Giampiero Favato is one of them. “Twenty years from now, we will laugh about this discussion,” said the health economics specialist at Kingston University. “It is obvious we should vaccinate boys. HPV is a gender-neutral killer. When my son is 12, I will pay for the vaccination if necessary.”
He is skeptical of “herd immunity” and giving the vaccine only to girls: “The current models are not capable of replicating the sexual behavior and preference in the normal population. Most of the models are based on the assumption that sex is only happening between fully heterosexual couples and their partnerships.”
This of course would mean more money for the NHS, but Favato says “price is not the issue,” and the private cost of the vaccine is unlikely be anywhere near that for the NHS, which is likely to get it at a competitive rate. “In Italy, the vaccination costs about $30 to $32 per vial.”
But Helen Bedford, professor of children’s health at the UCL Great Ormond Street Institute of Child Health, added that cost-effectiveness still needs to be taken into account and that the method of calculating this is what ultimately needs to change.
“In view of the long interval between infection with HPV and development of disease, [the Joint Committee on Vaccination and Immunisation] are supportive of changing the methods for calculating cost effectiveness to consider HPV vaccine for boys,” she said. “A review of cost-effectiveness modeling is soon to be concluded, and this is one of the issues that is being considered as part of that review.”

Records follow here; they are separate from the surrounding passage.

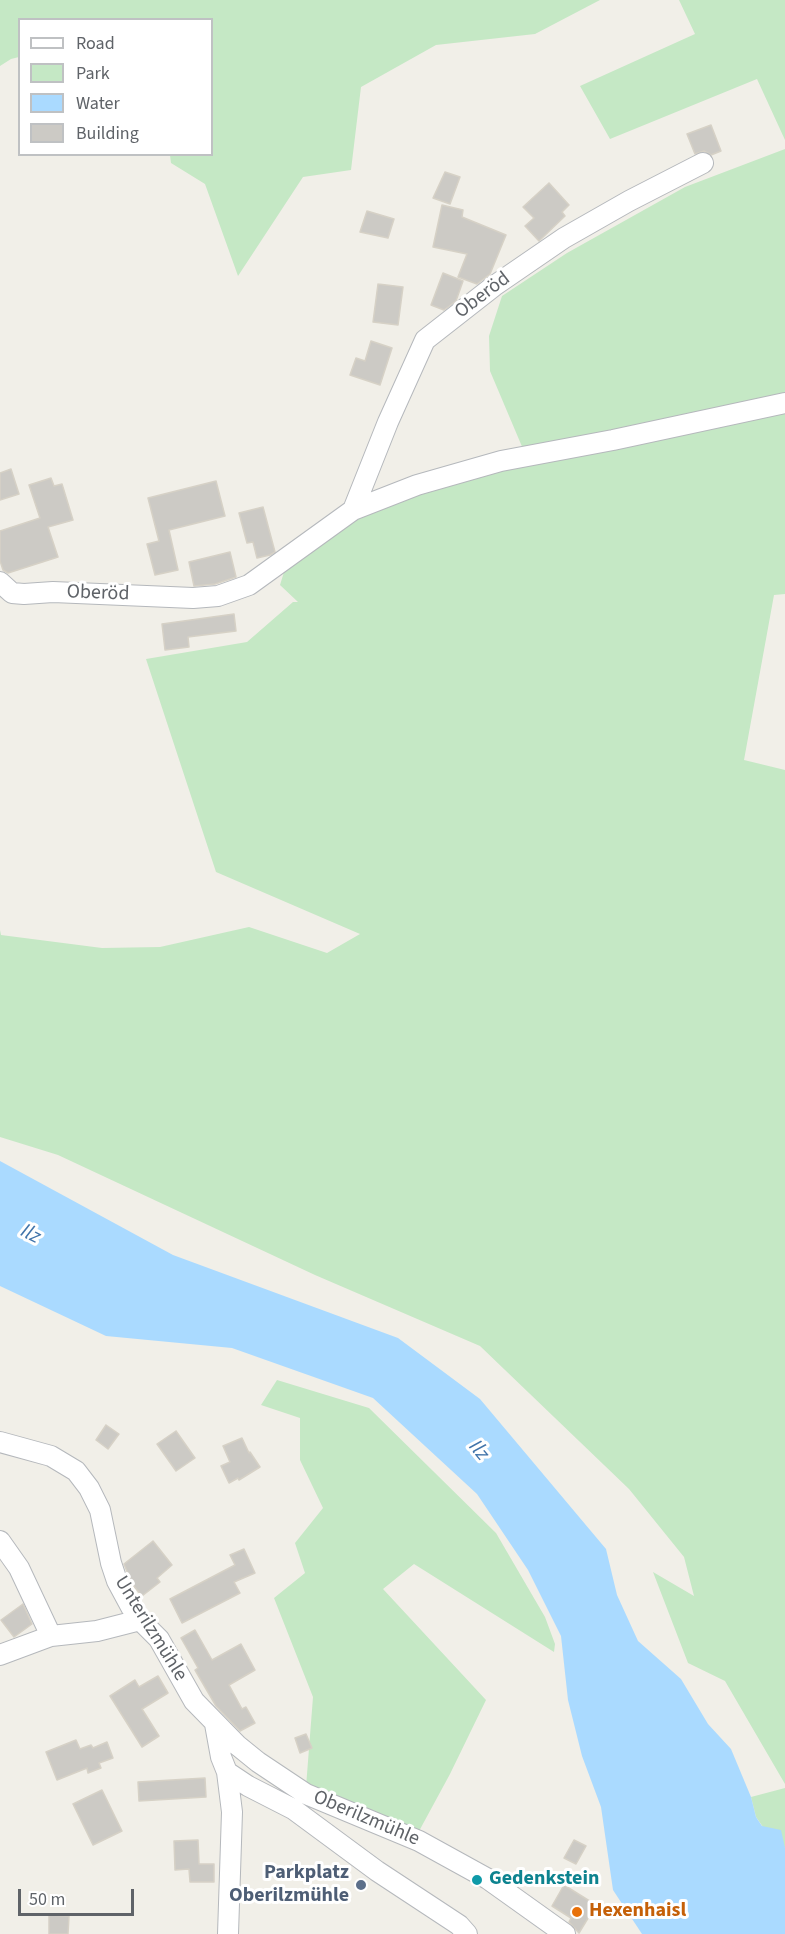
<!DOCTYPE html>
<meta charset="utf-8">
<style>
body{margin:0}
#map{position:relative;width:785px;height:1934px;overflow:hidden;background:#f1efe8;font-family:"Source Sans 3",sans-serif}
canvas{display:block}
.legend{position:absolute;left:18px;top:18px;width:195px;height:138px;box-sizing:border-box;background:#fff;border:2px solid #bfc1c3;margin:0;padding:8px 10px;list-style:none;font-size:18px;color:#5f6368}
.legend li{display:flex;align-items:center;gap:12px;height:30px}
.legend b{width:30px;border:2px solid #bfc1c3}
.scale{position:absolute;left:18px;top:1889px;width:116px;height:27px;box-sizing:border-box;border:3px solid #5f6368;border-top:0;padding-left:8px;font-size:18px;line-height:21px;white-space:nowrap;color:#5f6368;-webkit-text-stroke:4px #fff;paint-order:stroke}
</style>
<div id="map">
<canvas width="785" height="1934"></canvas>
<ul class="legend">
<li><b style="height:8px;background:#fff"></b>Road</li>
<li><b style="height:16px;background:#c5e8c5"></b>Park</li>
<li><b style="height:16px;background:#aadaff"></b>Water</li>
<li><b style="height:16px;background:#cccac5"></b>Building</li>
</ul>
<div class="scale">50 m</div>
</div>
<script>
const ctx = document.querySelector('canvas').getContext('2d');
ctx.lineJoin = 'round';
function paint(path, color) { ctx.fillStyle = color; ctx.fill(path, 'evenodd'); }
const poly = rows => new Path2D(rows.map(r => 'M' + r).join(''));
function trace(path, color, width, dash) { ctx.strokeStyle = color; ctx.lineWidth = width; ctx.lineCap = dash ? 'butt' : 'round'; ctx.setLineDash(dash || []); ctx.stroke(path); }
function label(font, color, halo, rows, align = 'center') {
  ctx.font = font + ' "Source Sans 3",sans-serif'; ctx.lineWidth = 6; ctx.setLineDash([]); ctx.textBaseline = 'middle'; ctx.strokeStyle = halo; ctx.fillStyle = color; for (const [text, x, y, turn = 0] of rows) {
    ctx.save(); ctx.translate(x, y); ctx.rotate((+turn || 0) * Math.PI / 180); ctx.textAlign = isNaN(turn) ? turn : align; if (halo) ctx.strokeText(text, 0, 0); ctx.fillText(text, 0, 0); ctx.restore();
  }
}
const green = poly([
 [0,0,600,0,535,34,436,45,361,87,351,170,303,177,238,276,205,184,171,163,170,155,212,154,212,20,20,20,19,57,11,59,0,66],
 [679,0,785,0,785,140,757,79,610,139,580,86,695,34],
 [785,149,785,594,774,595,744,760,785,770,785,1784,725,1681,688,1663,653,1572,694,1596,684,1557,629,1489,480,1346,315,1275,58,1155,0,1137,0,930,1,935,102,948,160,947,249,927,327,953,360,934,216,872,146,659,247,642,293,602,298,602,280,585,284,572,353,510,526,456,490,371,489,336,502,296,567,253,685,187],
 [277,1380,369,1408,496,1533,545,1617,555,1644,554,1652,414,1564,383,1589,486,1700,450,1774,418,1833,306,1787,313,1697,274,1598,305,1573,295,1543,323,1508,300,1460,300,1418,261,1405],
 [785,1788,785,1848,763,1827,756,1817,751,1797]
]);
const water = poly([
 [0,1161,173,1255,398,1338,480,1399,606,1549,617,1595,638,1641,681,1679,708,1724,731,1749,751,1797,756,1817,762,1826,781,1830,785,1848,785,1934,642,1934,613,1890,601,1807,582,1756,568,1700,561,1636,528,1570,477,1494,373,1398,232,1348,106,1336,0,1286]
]);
const building = poly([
 [711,125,721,151,711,155,704,151,695,154,687,134,711,125],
 [445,172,460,177,450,204,433,198,445,172],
 [549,183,569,205,562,212,565,216,539,241,525,226,534,218,523,207,549,183],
 [442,205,463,210,462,217,506,235,490,274,477,284,458,277,467,254,433,247,442,205],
 [367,211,394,219,388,238,360,232,367,211],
 [443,273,463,281,456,301,444,310,431,305,443,273],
 [378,284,403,287,398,325,373,322,378,284],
 [371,341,392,348,380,385,350,375,356,358,365,361,371,341],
 [11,469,19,494,0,500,0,473,11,469],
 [51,478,54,486,62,484,73,520,48,527,58,557,8,573,3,570,0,561,0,531,40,518,29,485,51,478],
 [216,481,225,516,169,530,178,570,155,575,147,544,159,541,148,498,216,481],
 [263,507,275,552,270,555,257,558,253,542,247,543,239,513,263,507],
 [230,552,236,577,215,584,194,586,189,562,230,552],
 [234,614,236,631,188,637,189,647,165,650,162,624,234,614],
 [106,1425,119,1434,108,1449,96,1440,106,1425],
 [176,1431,195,1458,176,1471,157,1444,176,1431],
 [242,1438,249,1453,250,1452,260,1467,239,1480,238,1478,229,1483,221,1466,230,1462,223,1446,242,1438],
 [153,1541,172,1565,157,1578,160,1582,142,1596,132,1584,124,1564,153,1541],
 [244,1549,255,1573,234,1582,240,1593,182,1623,170,1599,235,1565,230,1555,244,1549],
 [23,1604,32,1624,14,1637,1,1620,23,1604],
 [195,1630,212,1660,241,1644,255,1670,229,1685,242,1709,246,1707,255,1723,240,1731,216,1706,195,1670,198,1668,181,1638,195,1630],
 [158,1676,168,1693,142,1709,159,1736,142,1747,110,1696,135,1680,139,1687,158,1676],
 [306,1734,312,1748,300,1753,295,1738,306,1734],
 [76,1740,80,1749,91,1745,93,1748,107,1742,113,1758,99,1763,101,1768,88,1773,87,1768,57,1780,46,1752,76,1740],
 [205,1778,206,1797,139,1801,138,1782,205,1778],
 [102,1790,122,1831,93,1845,73,1804,102,1790],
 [198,1840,199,1864,214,1864,214,1882,190,1882,189,1869,175,1870,174,1841,198,1840],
 [574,1840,586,1846,576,1864,564,1858,574,1840],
 [564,1885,596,1905,579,1933,569,1922,571,1918,552,1906,564,1885],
 [49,1915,69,1916,68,1934,49,1934,49,1915]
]);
const minor = poly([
 [353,510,388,422,425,340,494,286,564,238,629,201,703,163],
 [0,582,12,593,24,594,53,592,193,598,218,596,249,585,353,510,417,485,501,461,613,440,785,403],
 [0,1442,51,1456,76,1471,89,1488,100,1510,111,1563,117,1581,131,1607,140,1620,159,1639,194,1701,237,1745,258,1762,306,1794,419,1841,488,1879,565,1934],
 [0,1541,19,1568,51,1636],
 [0,1655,51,1636,97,1631,140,1620],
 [215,1724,221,1757,227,1772,232,1812,228,1934],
 [227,1772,248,1786,293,1809,377,1871,459,1925,467,1934]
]);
const markers = [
 [477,1880,6,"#0f9aa8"],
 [361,1885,6,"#5c6f8a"],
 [577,1912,6,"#e8710a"]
];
const streetNames = [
 ["Oberöd",483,296,-37],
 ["Oberöd",98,594,2],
 ["Unterilzmühle",150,1629,58],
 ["Oberilzmühle",366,1819,23]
];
const serviceNames = [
 ["Parkplatz",349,1874],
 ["Oberilzmühle",349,1897]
];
const cultureNames = [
 ["Gedenkstein",489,1880]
];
const foodNames = [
 ["Hexenhaisl",589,1912]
];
const waterNames = [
 ["Ilz",30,1235,27],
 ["Ilz",478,1451,50]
];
paint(green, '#c5e8c5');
paint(water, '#aadaff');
paint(building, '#cccac5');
trace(building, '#d6d1c6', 1.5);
trace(minor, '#b5b8bc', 22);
trace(minor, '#fff', 20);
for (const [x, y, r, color] of markers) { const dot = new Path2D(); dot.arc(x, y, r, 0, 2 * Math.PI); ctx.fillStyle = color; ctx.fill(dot); trace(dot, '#fff', 2); }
label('20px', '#5f6368', '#fff', streetNames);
label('bold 20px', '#4e5e75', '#fff', serviceNames, 'right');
label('bold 20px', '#0d838f', '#fff', cultureNames, 'left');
label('bold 20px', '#c56008', '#fff', foodNames, 'left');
label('italic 21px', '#4174aa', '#fff', waterNames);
</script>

Phil said that if he could have had the vaccine readily available when he was younger, he would have taken it.
He continues to fight his cancer today, but cases like his are increasing amid the discourse on HPV vaccination rollouts in the UK.
“I would urge all boys to be vaccinated as a matter of course,” he said. “We have long vaccinated against the likes of polio, measles, mumps and rubella. HPV is just as serious and life-threatening as any of these.”